I’m still receiving a free copy of China Daily USA on Fridays, bundled with my subscription copy of The New York Times. I wrote about this earlier here.
This week’s issue tells you all you need to know about the journalistic standards of the official newspaper of the People’s Republic of China (Communist China). A photo at the bottom of Page 1 features a smiling (but obviously frail) Kim Jong-il, the dictator of North Korea, shaking hands with the president of China, Hu Jintao. The occasion was an unofficial visit of the Korean leader, who travels in an armored rail car.
The article says that the “Democratic People’s Republic of Korea” (aka North Korea) is committed to the “denuclearization” of the Korean Peninsula. It fails to note that Kim, who has starved millions innocent countrymen, is one of the most monstrous criminals of both the 20th and 21st centuries.
China’s president was said in an official report to praise Kim for giving “top priority to improving people’s lives.”

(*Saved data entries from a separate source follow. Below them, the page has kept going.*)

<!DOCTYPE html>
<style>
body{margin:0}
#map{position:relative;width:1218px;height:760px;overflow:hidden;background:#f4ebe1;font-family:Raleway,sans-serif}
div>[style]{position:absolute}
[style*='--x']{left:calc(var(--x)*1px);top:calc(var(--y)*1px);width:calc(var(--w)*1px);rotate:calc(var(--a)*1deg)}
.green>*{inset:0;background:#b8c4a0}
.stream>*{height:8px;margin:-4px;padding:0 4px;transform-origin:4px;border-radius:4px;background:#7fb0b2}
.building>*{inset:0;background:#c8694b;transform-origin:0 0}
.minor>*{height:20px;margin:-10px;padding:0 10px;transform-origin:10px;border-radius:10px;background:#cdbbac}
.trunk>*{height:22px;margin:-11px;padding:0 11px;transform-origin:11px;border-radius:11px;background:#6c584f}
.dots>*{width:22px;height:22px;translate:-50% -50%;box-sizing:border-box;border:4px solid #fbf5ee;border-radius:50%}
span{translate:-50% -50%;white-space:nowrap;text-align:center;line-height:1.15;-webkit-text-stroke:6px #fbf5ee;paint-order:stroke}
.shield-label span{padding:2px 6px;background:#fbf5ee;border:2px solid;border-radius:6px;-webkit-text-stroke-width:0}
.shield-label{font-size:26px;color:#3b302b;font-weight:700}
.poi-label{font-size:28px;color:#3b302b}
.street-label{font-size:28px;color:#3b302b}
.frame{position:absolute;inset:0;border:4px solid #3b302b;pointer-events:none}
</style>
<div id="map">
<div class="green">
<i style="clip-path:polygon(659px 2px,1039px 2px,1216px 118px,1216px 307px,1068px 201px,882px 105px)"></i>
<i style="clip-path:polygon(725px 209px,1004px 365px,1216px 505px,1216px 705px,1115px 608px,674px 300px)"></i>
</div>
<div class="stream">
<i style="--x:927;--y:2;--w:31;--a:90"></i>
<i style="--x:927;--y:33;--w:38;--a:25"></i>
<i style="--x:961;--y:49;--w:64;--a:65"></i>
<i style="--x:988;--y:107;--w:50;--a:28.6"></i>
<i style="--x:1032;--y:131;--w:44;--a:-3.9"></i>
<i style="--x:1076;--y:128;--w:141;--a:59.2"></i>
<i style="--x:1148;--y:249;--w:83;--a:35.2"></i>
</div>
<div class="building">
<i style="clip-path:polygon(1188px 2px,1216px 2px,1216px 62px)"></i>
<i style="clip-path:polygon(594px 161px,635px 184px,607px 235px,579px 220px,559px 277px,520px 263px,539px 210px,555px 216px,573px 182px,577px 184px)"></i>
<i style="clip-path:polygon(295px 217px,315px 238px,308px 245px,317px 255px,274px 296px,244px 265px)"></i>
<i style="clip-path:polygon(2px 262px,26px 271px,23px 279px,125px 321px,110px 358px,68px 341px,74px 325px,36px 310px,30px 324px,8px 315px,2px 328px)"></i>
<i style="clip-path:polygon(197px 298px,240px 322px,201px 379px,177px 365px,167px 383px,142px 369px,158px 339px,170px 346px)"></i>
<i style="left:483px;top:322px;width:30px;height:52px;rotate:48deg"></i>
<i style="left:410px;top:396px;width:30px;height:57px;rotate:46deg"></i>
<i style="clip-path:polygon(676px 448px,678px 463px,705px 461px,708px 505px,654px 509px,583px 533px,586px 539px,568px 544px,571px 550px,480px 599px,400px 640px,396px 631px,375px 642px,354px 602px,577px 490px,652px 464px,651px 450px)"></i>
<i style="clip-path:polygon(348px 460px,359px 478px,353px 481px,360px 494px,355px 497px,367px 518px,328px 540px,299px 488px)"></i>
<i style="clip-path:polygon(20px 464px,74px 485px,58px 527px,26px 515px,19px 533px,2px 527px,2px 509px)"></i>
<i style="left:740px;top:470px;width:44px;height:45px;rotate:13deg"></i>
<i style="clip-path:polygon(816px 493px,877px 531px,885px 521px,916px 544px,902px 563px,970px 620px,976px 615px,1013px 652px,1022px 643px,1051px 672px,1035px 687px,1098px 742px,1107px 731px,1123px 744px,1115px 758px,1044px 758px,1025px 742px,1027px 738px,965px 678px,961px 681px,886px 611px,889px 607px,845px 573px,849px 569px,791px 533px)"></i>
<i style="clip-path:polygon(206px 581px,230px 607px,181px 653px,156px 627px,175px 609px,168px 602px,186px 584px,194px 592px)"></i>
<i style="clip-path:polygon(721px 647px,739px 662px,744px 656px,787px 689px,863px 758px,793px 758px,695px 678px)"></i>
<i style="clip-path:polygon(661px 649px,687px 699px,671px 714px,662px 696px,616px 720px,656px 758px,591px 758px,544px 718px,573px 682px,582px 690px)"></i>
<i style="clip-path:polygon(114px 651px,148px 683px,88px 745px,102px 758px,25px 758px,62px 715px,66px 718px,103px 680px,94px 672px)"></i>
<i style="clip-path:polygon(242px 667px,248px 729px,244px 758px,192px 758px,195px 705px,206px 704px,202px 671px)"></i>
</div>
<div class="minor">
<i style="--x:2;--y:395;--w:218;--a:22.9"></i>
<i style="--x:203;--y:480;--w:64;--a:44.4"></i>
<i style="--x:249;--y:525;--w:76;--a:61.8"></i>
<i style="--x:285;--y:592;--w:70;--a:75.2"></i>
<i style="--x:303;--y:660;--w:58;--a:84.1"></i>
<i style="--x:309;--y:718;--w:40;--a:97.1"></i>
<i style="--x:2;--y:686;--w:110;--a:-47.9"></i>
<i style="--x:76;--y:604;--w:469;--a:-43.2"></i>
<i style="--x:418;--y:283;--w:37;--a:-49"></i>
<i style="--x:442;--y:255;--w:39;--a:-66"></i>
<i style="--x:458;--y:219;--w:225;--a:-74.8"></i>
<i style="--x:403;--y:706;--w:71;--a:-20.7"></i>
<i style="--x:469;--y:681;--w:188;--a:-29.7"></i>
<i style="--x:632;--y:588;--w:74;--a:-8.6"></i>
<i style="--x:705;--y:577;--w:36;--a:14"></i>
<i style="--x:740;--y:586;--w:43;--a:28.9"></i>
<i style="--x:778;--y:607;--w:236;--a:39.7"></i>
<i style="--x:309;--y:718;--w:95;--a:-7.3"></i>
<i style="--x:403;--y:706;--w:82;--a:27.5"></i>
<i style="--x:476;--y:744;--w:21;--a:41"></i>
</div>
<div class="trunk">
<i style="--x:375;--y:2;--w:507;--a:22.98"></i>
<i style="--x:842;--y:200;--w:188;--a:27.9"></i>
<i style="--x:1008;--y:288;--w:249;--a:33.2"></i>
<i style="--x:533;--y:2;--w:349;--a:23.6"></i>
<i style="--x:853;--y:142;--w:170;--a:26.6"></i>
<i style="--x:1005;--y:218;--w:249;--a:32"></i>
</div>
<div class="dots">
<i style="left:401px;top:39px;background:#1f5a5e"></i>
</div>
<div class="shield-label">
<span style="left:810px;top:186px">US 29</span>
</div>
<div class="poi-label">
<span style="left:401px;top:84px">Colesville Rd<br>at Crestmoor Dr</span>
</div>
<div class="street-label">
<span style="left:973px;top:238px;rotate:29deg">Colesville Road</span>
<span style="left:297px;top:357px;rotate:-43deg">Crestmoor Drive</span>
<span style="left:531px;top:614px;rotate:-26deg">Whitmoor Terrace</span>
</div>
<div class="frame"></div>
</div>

Here’s a more realistic assessment from the New York Times’s Edward Wong:
In his frequent trips to China, Mr. Kim has often toured prosperous coastal areas. But he has not put in place fundamental changes to the North Korean economy, and some analysts believe his interest in China stems primarily from his desire for cheap, reliable supplies of food and energy and diplomatic protection from the United States, Japan and South Korea, which are seeking to roll back North Korea’s nuclear weapons program.
I realize that depending on your political views, a few might be as cynical about the New York Times as I am about the China Daily. Don’t believe everything you read in the newspaper. But I’ll take the Times over the China Daily every day of the week and twice on Sunday.